Off-plane motion of an oblate capsule in simple shear flow

As biomimetic models of red blood cells, non-spherical liquid-core capsules have received great attention to understand their dynamics in simple shear flow. They are also of interest for drug delivery applications having higher diffusion properties than spherical ones. Most studies have modeled the capsule motion placing the revolution axis in the shear plane, which is an equilibrium configuration in Stokes flow conditions and thus a special case. The present objective is to determine the stability of the equilibrium configurations of oblate capsules and investigate the effects of the capillary number \textit{Ca}, inner-to-outer viscosity ratio $\lambda $ and initial orientation.
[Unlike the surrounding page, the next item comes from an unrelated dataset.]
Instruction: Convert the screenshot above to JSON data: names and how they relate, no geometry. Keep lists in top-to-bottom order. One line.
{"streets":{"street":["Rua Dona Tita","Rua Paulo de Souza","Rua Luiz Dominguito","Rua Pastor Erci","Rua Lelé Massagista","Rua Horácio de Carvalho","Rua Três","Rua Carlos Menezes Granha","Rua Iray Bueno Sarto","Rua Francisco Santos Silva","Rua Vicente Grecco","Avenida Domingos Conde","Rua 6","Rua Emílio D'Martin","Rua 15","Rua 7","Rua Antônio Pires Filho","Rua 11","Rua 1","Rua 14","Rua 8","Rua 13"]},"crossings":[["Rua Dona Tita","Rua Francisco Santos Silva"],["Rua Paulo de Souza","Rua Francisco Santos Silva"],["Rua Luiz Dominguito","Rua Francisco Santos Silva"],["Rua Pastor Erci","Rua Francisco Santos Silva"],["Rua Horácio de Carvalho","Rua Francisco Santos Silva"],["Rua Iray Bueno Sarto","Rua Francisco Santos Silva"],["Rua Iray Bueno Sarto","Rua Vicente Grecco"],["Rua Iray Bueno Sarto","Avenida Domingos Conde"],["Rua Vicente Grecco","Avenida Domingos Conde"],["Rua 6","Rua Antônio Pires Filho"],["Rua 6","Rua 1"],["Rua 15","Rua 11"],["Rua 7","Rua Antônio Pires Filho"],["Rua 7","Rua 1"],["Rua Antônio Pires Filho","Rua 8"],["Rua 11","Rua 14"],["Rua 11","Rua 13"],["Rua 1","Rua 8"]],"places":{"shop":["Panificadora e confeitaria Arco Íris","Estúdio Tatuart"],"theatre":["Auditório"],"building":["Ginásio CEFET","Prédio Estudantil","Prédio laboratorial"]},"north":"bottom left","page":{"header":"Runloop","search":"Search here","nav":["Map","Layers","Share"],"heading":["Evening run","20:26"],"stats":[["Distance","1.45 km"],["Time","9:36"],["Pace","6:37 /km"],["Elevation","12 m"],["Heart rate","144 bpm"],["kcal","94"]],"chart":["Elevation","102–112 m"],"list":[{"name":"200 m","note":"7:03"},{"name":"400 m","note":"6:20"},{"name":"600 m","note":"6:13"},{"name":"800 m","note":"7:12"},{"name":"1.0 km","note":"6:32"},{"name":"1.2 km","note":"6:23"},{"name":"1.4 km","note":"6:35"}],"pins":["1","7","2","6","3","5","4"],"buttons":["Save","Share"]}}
To solve the fluid-structure interaction problem, we use a numerical model coupling a finite element method for the capsule deformation with a boundary integral method for the internal and external flows. The equilibrium motions are found to be independent of the capsule initial inclination and to depend only on \textit{Ca}. The tumbling and swinging regimes (characterized by the revolution axis in the shear plane) are found to be stable only until \textit{Ca} $\sim$ 0.9. Above, the capsule takes a rolling motion with its revolution axis normal to the shear plane. For $\lambda $ \textgreater 4, only tumbling is stable at low \textit{Ca} and rolling at higher \textit{Ca}.